I was rereading the validation algorithm last night and came across
something that is either a good reason not to read these drafts at night, or a
potential problem for some deployments. Among the companies I have worked with
over the years it is fairly common practice to allocate a subdomain to some
external party who manages some service for you. For example if you have
transactional mails which you want to come from your domain but are actually
managed by some third party who does billing for you you might point the NS
record for billing.example.com to the third party so that they can manage the
MX for that domain, the website, etc...
In reading the verification algorithm, since it assumes an SSP record is
intended to cover not only the domain in the Originator address but also the
parent of that domain this seems like it would create an issue for companies in
this situation. Basically to enable these companies to create a STRICT record
for their top level domain, they now need to be able to make assurances about
something that is not directly in their control, specifically about a domain
that they created with the specific intent that it be managed by someone else.

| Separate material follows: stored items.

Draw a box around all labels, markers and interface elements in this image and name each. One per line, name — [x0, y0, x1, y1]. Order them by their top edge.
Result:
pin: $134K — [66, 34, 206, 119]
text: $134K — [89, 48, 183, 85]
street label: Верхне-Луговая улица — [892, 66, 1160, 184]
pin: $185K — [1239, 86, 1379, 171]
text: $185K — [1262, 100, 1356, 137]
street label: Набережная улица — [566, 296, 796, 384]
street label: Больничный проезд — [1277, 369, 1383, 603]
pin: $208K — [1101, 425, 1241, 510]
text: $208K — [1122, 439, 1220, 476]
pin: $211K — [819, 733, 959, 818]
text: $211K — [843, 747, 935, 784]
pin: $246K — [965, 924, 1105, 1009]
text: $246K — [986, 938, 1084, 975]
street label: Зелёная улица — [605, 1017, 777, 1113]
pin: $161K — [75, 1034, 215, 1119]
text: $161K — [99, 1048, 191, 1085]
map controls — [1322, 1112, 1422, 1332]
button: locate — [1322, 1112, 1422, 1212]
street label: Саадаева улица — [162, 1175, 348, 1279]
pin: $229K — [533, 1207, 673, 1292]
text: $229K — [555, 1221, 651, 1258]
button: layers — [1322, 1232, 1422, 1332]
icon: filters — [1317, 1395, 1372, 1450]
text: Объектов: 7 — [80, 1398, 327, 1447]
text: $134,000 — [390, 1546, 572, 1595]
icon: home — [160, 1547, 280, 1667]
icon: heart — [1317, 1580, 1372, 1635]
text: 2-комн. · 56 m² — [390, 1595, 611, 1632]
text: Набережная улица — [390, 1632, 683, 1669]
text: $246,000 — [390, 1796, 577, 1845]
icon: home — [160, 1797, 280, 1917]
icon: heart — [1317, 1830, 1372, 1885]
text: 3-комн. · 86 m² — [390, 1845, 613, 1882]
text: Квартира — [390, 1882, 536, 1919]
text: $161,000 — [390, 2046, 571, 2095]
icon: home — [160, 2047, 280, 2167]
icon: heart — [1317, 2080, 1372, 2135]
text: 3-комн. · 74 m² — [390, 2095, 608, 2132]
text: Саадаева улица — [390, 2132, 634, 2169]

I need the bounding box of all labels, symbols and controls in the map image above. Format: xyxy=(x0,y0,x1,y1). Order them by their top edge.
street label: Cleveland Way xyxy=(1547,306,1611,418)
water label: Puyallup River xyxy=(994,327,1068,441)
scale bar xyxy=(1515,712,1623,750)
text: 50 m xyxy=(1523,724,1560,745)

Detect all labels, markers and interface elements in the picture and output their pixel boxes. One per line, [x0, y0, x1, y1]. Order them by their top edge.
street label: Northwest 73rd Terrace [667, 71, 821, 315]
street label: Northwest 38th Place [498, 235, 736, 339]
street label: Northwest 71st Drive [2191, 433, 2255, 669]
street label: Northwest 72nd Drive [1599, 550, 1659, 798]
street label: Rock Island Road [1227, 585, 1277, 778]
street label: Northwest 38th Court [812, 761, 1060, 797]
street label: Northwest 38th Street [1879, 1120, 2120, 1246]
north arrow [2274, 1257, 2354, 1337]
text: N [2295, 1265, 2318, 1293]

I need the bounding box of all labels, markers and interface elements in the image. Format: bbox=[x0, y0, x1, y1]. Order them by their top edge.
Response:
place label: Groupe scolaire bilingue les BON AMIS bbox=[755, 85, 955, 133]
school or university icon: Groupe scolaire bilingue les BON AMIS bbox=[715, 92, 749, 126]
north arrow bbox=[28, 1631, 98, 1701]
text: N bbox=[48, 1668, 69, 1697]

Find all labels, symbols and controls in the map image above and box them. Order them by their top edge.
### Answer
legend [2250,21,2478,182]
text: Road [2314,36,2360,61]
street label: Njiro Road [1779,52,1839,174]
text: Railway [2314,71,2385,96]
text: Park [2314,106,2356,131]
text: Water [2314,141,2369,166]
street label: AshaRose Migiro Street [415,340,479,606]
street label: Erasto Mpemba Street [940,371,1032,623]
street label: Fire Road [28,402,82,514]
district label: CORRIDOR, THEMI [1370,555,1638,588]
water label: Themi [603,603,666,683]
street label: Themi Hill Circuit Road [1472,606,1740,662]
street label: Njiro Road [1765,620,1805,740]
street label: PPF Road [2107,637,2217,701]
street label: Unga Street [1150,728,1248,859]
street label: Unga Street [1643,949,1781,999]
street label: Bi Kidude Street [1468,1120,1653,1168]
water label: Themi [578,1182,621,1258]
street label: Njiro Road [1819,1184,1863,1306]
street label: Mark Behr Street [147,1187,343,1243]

So if I am bank.com and have a significant problem with misuse of that exact
domain and want to use SSP to help mitigate that risk but I have allocated a
subdomain to some third part (say thirdparty.bank.com) it looks like my choices
come down to
1) Publish SSP with dkim=unknown until thirdparty creates their own SSP record
for thirdparty.bank.com
2) Take thirdparty.bank.com back from thirdparty and manage the DNS for
whatever services they provide myself
3) Publish ssp with dkim=strict and let mail for thirdparty fail to be validated
I understand the operation efficiency that is created by assuming that a record
for a parent domain covers its immediate subdomains but assuming that the
practices of one domain apply to another seems like it may create some issues
for the quality of those practice assertions.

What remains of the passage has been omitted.